The other cases of Lemma 3 are similar. This skips having to do the case-splits
in the proof of Lemma 2.
Finally, we turn our attention to Lemma 2:
e |-> e2 e2 ↓ n
----------------------
e ↓ n
We prove this by rule induction on the definition of the small-step relation,
proving S(e, e2) ≡ (∀n. e2 ↓ n ==> e ↓ n).
Base case 1: associated with the plus-numeral case:
We must show S(Plus (Num n) (Num m), Num (n + m)) ≡
(∀n2. Num (n + m) ↓ n2 ==> Plus (Num n) (Num m) ↓ n2).
OK, so we fix n2 and assume A: Num (n + m) ↓ n2. We can prove n2 = n + m:
-------------------- A ----------------------- Big-step rules
Num (n + m) ↓ n2 Num (n + m) ↓ n + m
------------------------------------------------ Lemma 3
n2 = n + m
Thus we can rewrite our goal to Plus (Num n) (Num m) ↓ n + m.

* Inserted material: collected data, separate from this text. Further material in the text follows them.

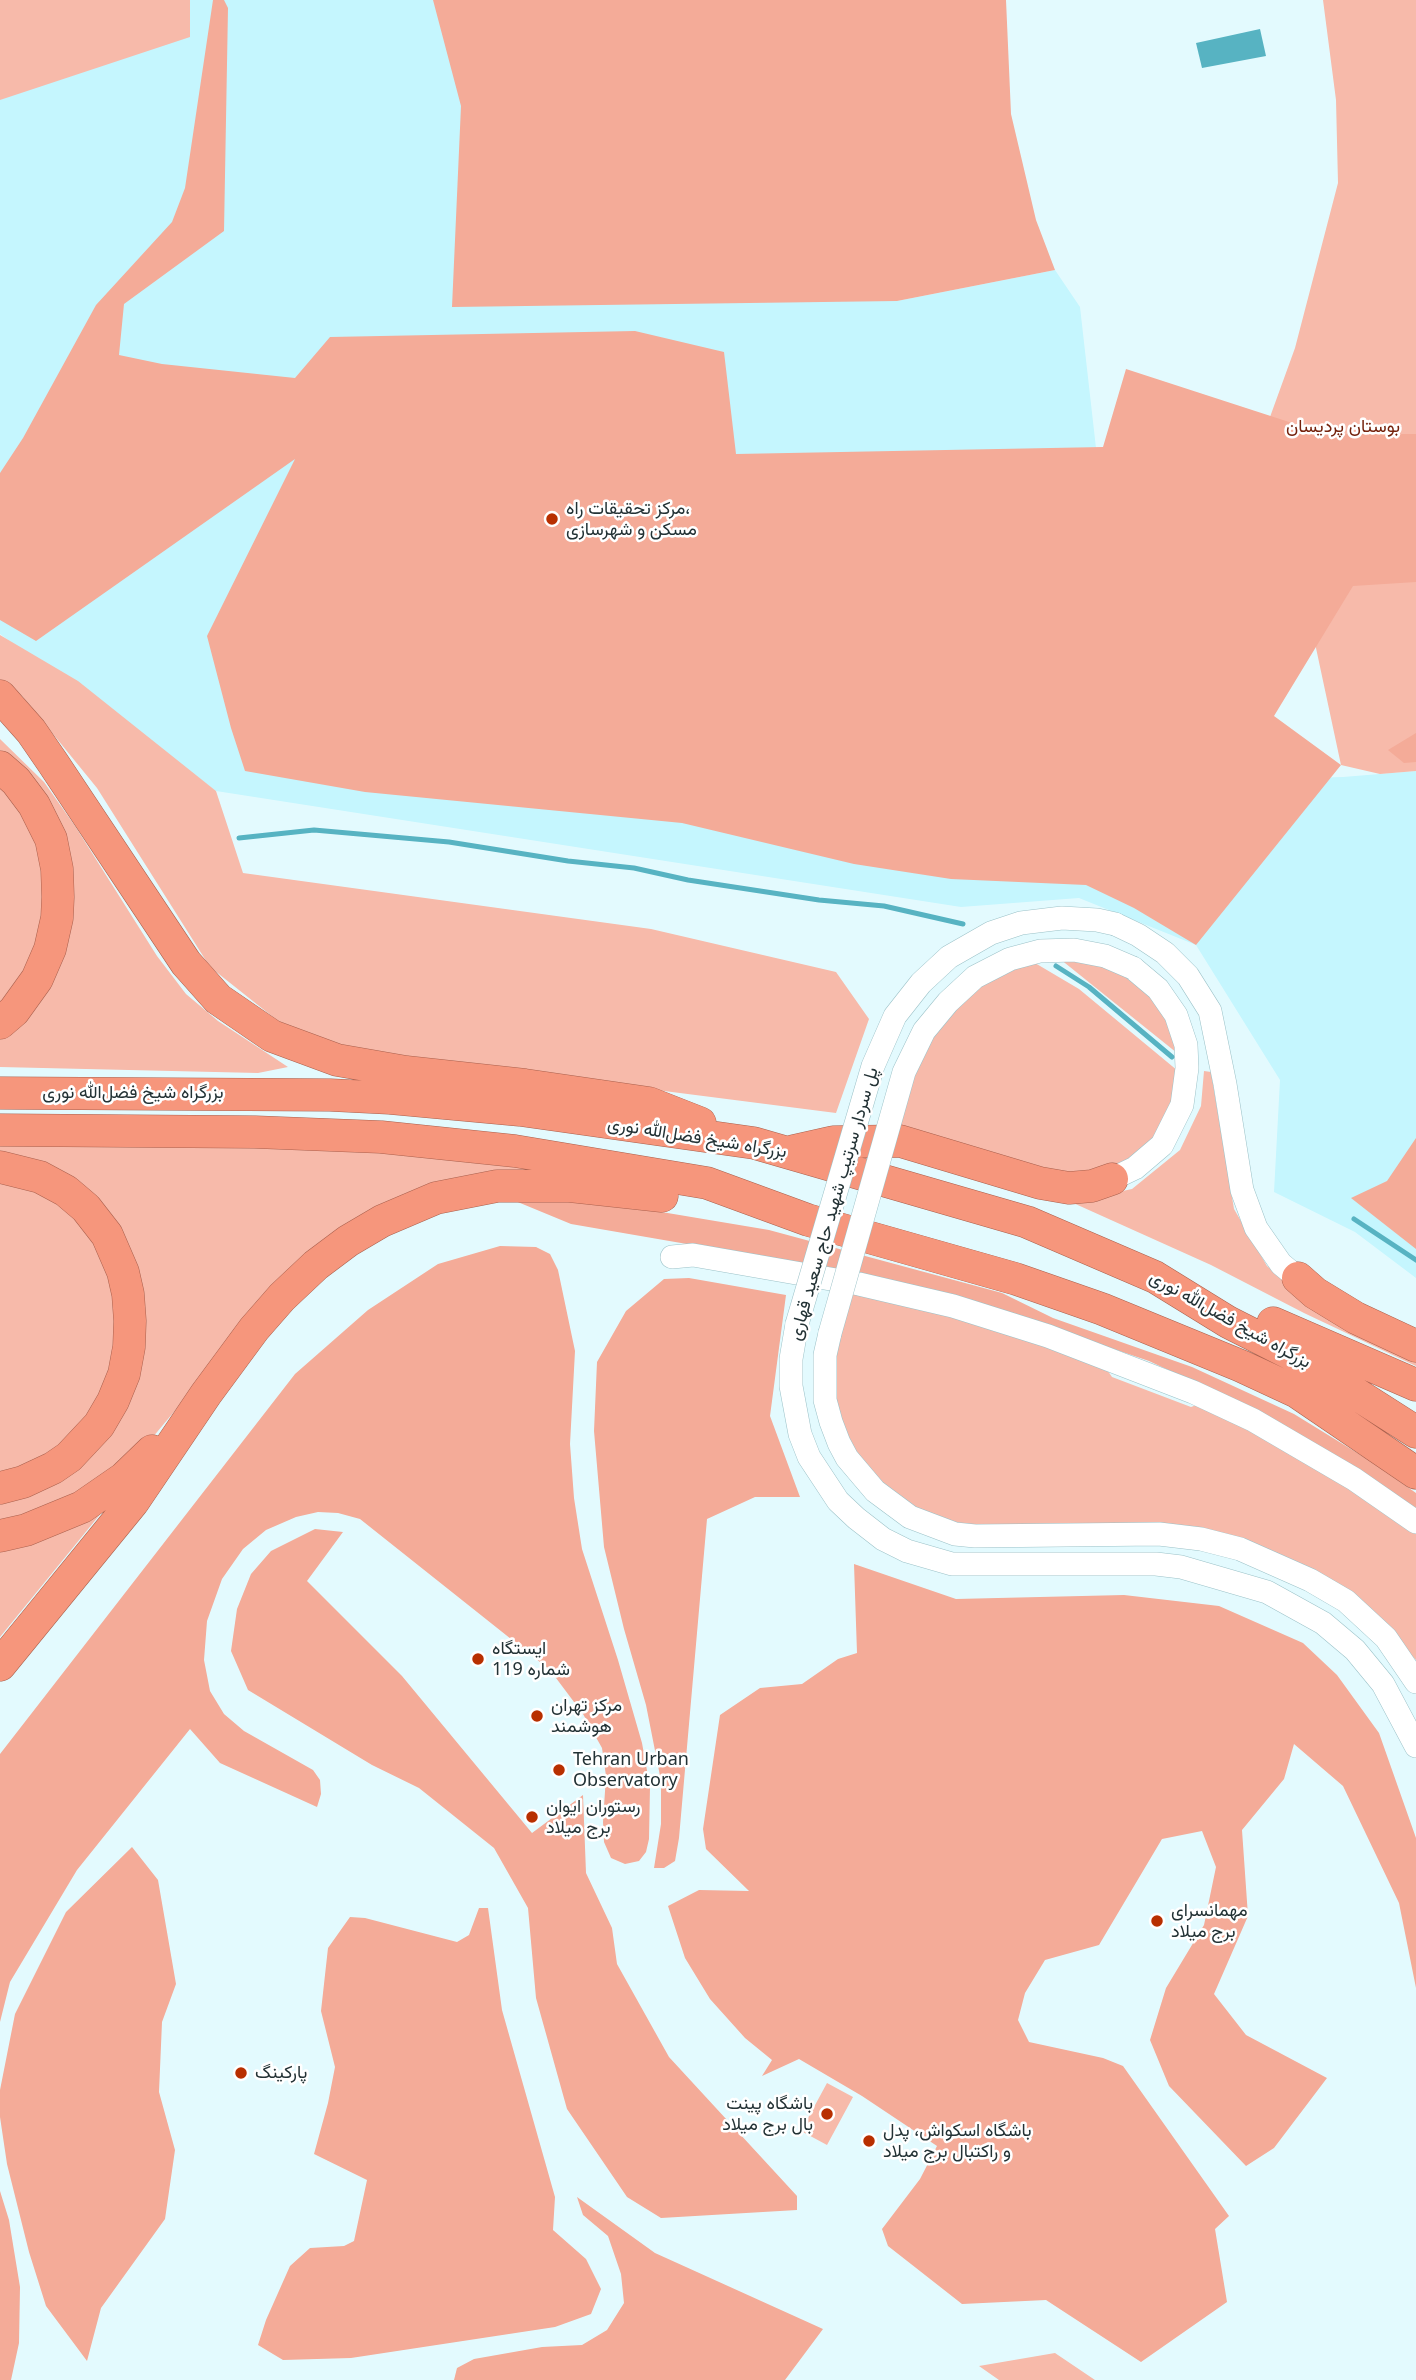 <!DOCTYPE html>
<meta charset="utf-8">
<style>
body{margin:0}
canvas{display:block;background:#e3fafe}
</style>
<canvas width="1416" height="2380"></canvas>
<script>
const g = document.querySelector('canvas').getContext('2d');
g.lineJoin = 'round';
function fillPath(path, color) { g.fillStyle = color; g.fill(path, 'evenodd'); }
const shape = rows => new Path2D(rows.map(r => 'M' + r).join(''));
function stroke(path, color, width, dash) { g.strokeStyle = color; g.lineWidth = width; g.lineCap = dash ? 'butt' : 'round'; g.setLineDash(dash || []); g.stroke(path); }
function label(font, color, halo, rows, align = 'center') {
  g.font = font + ' "Noto Sans",Vazirmatn,sans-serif'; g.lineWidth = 5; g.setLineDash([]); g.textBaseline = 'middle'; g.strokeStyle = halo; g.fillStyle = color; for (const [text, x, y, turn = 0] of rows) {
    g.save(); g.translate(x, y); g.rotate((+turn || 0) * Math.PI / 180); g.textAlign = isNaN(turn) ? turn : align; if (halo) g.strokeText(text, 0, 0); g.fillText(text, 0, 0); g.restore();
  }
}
fillPath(shape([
 [0,0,467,0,897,301,1055,270,1080,307,1134,783,1343,777,1416,771,1416,1278,1355,1232,1274,1192,1280,1080,1196,945,1079,898,961,907,216,791,0,634]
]), '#c5f6fe');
fillPath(shape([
 [0,0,190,0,190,37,0,100],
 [1323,0,1416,0,1416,771,1380,774,1341,765,1269,428,1270,417,1295,348,1338,183,1336,100],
 [0,635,78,681,216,791,243,873,651,929,836,972,869,1019,836,1113,352,1051,278,1021,210,967,97,788,22,696,0,680],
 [0,739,44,782,75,826,157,956,186,994,218,1021,288,1067,258,1073,0,1067,0,1032,62,938,18,768,0,751],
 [0,778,43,846,42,947,0,1010],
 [1060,959,1069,959,1114,969,1141,986,1163,1013,1177,1053],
 [1035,963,1079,989,1178,1071,1177,1086,1164,1126,1144,1148,1121,1164,1080,1178,897,1129,913,1077,938,1025,983,982,1009,970],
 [1204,1071,1211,1072,1234,1209,1267,1266,1329,1317,1416,1358,1416,1366,1304,1313,1211,1265,1071,1202,1132,1189,1180,1150,1201,1106],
 [97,1143,378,1150,642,1181,447,1184,235,1339,142,1450,103,1485,0,1528,0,1498,115,1415,124,1250,0,1158,0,1144],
 [0,1175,34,1183,82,1218,121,1302,113,1379,67,1445,0,1480],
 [849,1291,945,1312,1101,1361,1112,1377,1191,1407,1202,1403,1244,1423,1416,1530,1416,1660,1402,1646,1277,1554,975,1528,927,1515,874,1478,846,1436,835,1405,835,1346],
 [111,1501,0,1637,0,1543],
 [827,2083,853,2097,827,2145,801,2131],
 [1055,2353,1095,2380,999,2380,979,2366]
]), '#f7baaa');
fillPath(shape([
 [213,0,224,0,228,8,224,231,124,304,119,355,162,364,295,378,330,337,635,331,724,352,736,454,1103,447,1126,369,1326,434,1416,434,1416,582,1353,586,1274,716,1341,765,1196,945,1134,908,1086,885,951,879,854,864,682,823,365,792,245,771,231,728,207,636,295,459,36,641,0,620,0,473,23,438,96,305,172,222,185,188],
 [433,0,1006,0,1011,114,1036,220,1055,270,897,301,452,307,461,106],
 [1416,733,1416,762,1404,763,1388,750],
 [1416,1138,1416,1249,1351,1198,1387,1181],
 [508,1198,578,1198,769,1230,1002,1293,1053,1318,1192,1367,1294,1414,1372,1462,1416,1493,1416,1515,1243,1405,1149,1361,978,1303,791,1262,571,1224],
 [500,1246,536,1247,550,1254,558,1270,575,1351,570,1444,574,1498,582,1549,618,1660,642,1743,650,1787,649,1839,646,1852,639,1861,625,1864,611,1858,604,1842,603,1822,606,1776,602,1748,583,1714,550,1670,360,1519,338,1513,318,1512,296,1517,266,1530,243,1549,222,1579,207,1621,204,1660,210,1691,224,1714,244,1731,313,1770,320,1780,321,1794,317,1807,220,1763,190,1729,77,1870,10,1982,0,2022,0,1754,295,1374,368,1310,438,1264],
 [689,1278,786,1295,770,1416,800,1497,755,1497,707,1519,679,1838,675,1861,664,1868,654,1868,661,1824,661,1781,646,1705,624,1629,604,1547,594,1431,597,1362,626,1311,664,1279],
 [315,1529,343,1532,307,1581,402,1676,532,1833,583,1795,586,1873,612,1928,617,1964,669,2057,797,2196,797,2210,661,2218,627,2197,567,2109,536,1998,528,1908,494,1848,419,1788,372,1765,248,1690,231,1651,237,1609,251,1574,271,1551],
 [854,1564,956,1599,1124,1595,1219,1606,1303,1643,1337,1675,1379,1733,1416,1838,1416,1988,1399,1903,1343,1786,1294,1744,1284,1779,1242,1830,1248,1916,1214,1994,1246,2035,1327,2078,1274,2148,1246,2166,1169,2086,1150,2040,1166,1988,1204,1925,1216,1867,1202,1831,1162,1839,1099,1945,1045,1960,1025,1993,1018,2020,1029,2042,1103,2058,1123,2066,1229,2216,1215,2229,1227,2302,1141,2362,1046,2300,962,2304,888,2246,882,2229,920,2179,937,2146,862,2096,799,2059,762,2076,772,2060,745,2038,710,1999,685,1958,668,1906,699,1890,749,1891,706,1849,703,1829,720,1715,760,1688,802,1684,838,1659,857,1653],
 [132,1847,158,1880,176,1984,162,2022,159,2092,175,2150,165,2219,101,2308,87,2361,46,2306,29,2252,7,2164,0,2117,0,2090,15,2014,66,1912],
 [479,1908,488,1908,502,2010,555,2197,553,2230,586,2259,601,2289,591,2314,555,2327,351,2358,283,2360,258,2345,266,2320,290,2266,310,2248,344,2246,354,2241,367,2180,314,2154,328,2103,335,2067,321,2011,328,1948,350,1917,365,1918,457,1942,469,1935],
 [0,2191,9,2220,20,2287,19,2343,11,2380,0,2380],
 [577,2197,655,2253,823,2329,785,2380,454,2380,457,2368,474,2359,542,2347,582,2345,607,2330,624,2303,621,2274,608,2236,583,2215]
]), '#f4ab98');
fillPath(shape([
 [1260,29,1266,56,1202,68,1196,43]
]), '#57b3c2');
stroke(shape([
 [239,838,314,830,449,842,568,861,634,868,688,880,819,900,884,906,963,924],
 [1056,966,1089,987,1172,1057],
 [1354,1219,1416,1260]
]), '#57b3c2', 5);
const tertiary = shape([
 [1115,924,1138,935,1165,953,1188,976,1210,1011,1225,1084,1242,1190,1256,1228,1281,1264,1298,1278],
 [1112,1179,1135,1168,1162,1145,1182,1105,1187,1068,1186,1045,1176,1015,1158,989,1133,968],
 [672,1257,693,1255,859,1284,953,1306,1048,1336,1193,1392,1253,1420,1354,1479,1416,1522],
 [797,1324,791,1359,791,1386,800,1434,809,1457,838,1501,856,1518,883,1539,907,1551,952,1564,1156,1564,1181,1567,1267,1592,1323,1623,1355,1650,1383,1684,1416,1746],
 [830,1333,825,1355,825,1400,831,1422,839,1443,847,1458,875,1491,910,1517,955,1534,975,1536,1159,1534,1201,1539,1240,1549,1310,1580,1346,1601,1386,1638,1416,1682]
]);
const trunk = shape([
 [0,696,31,731,53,763,186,963,218,999,272,1036,337,1060,406,1072,525,1085,649,1103,700,1123],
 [0,767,16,781,34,805,51,839,57,869,58,897,57,918,50,949,37,979,14,1011,0,1023],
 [0,1093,330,1095,390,1098,520,1110,754,1143,1027,1222,1155,1277,1228,1322,1303,1360,1416,1432],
 [0,1130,255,1132,381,1137,515,1151,707,1183,808,1220,1016,1279,1102,1309,1241,1366,1297,1392,1416,1473],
 [793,1151,833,1142,900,1141,1040,1183,1069,1188,1092,1186,1112,1179],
 [0,1167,40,1177,66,1191,86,1208,107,1235,123,1272,128,1294,130,1321,129,1347,124,1374,113,1401,99,1425,69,1457,53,1468,23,1482,0,1488],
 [1298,1278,1315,1293,1356,1318,1416,1346],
 [1273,1323,1416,1385],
 [0,1536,26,1530,82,1507,124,1478,152,1451],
 [0,1665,133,1502,206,1394,254,1329,282,1297,316,1265,348,1241,382,1221,436,1198,497,1186,570,1186,662,1196]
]);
stroke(tertiary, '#9cc2c8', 24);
stroke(trunk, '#aa614e', 33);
stroke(tertiary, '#fff', 23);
stroke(trunk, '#f6967c', 32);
const tertiaryBridge = shape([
 [797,1324,873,1066,895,1016,921,983,949,957,991,933,1021,923,1062,918,1097,920,1115,924],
 [830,1333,904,1072,924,1031,948,1002,975,977,1010,959,1040,951,1074,950,1105,956,1133,968]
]);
stroke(tertiaryBridge, '#9cc2c8', 24, []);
stroke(tertiaryBridge, '#fff', 23);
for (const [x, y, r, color] of [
 [552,519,7,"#b82f00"],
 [478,1659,7,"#b82f00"],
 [537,1716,7,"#b82f00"],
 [559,1770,7,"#b82f00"],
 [532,1817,7,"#b82f00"],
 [1157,1921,7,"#b82f00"],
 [241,2073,7,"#b82f00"],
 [827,2114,7,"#b82f00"],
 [869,2141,7,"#b82f00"]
]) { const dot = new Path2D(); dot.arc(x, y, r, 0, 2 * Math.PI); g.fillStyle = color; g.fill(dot); stroke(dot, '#fff', 2.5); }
label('18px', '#74220c', '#fff', [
 ["بوستان پردیسان",1343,427]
]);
label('18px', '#233235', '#fff', [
 ["مرکز تحقیقات راه،",566,509],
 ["مسکن و شهرسازی",566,530],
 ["ایستگاه",492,1649],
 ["شماره 119",492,1670],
 ["مرکز تهران",551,1706],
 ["هوشمند",551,1727],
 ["Tehran Urban",573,1760],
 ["Observatory",573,1781],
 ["رستوران ایوان",546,1807],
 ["برج میلاد",546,1828],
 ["مهمانسرای",1171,1911],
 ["برج میلاد",1171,1932],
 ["پارکینگ",255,2073],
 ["باشگاه پینت",813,2104,"right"],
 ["بال برج میلاد",813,2125,"right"],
 ["باشگاه اسکواش، پدل",883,2131],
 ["و راکتبال برج میلاد",883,2152]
], 'left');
label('18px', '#233235', '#fff', [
 ["بزرگراه شیخ فضل‌الله نوری",133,1093],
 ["بزرگراه شیخ فضل‌الله نوری",697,1138,9],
 ["پل سردار سرتیپ شهید حاج سعید قهاری",834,1204,-74],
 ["بزرگراه شیخ فضل‌الله نوری",1230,1320,29]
]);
</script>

This we can prove from the big-step rules:
------------- -------------
Num n ↓ n Num m ↓ m
---------------------------------
Plus (Num n) (Num m) ↓ n + m
That completes this case.
Let us examine one of the inductive cases, the case associated with the Let
contextual rule:
e1 |-> e1_2
------------------------------------------- <- this rule
(Let x e1 e2) |-> (Let x e1_2 e2)
We assume an inductive hypothesis:
IH:
S(e1, e1_2) ≡ (∀n. e1 ↓ n ==> e1_2 ↓ n).
We must show S(Let x e1 e2, Let x e1_2 e2) ≡
(∀n. Let x e1 e2 ↓ n ==> Let x e1_2 e2 ↓ n).
OK, so we fix n, and can assume the local assumption A: Let x e1 e2 ↓ n.
Unfortunately we can't just use Lemma 3 here, as we don't know anything about
the evaluation of e2. We need to case-split on the proof of A. The only
big-step rule that can establish this judgement is the Let big-step rule. It
requires that e1 ↓ v (for some v), and that e2[x := Num v] ↓ n. So, we can
fix a new v, and assume A2: e1 ↓ v and A3: e2[x := Num v] ↓ n.
Now we can prove what we need:
------ A2
e1 ↓ v
-------- IH ------------------ A3
e1_2 ↓ v e2[x := Num v] ↓ n
------------------------------------ Let big-step rule
Let x e1_2 e2 ↓ n
The remaining "contextual" small-step cases have similar proofs. In each case
we have e |-> e', that some syntax S containing e evaluates (↓) to v, and want
to show that S' (S with e replaced by e') also evaluates to v. We also know
that e and e' evaluate to the same thing. What we need to do is case-split on the
derivation of S ↓ v, one part of which will be e ↓ v2, and use our IH to establish
e' ↓ v2, then put the parts of the big-step judgement back together to get S' ↓ v.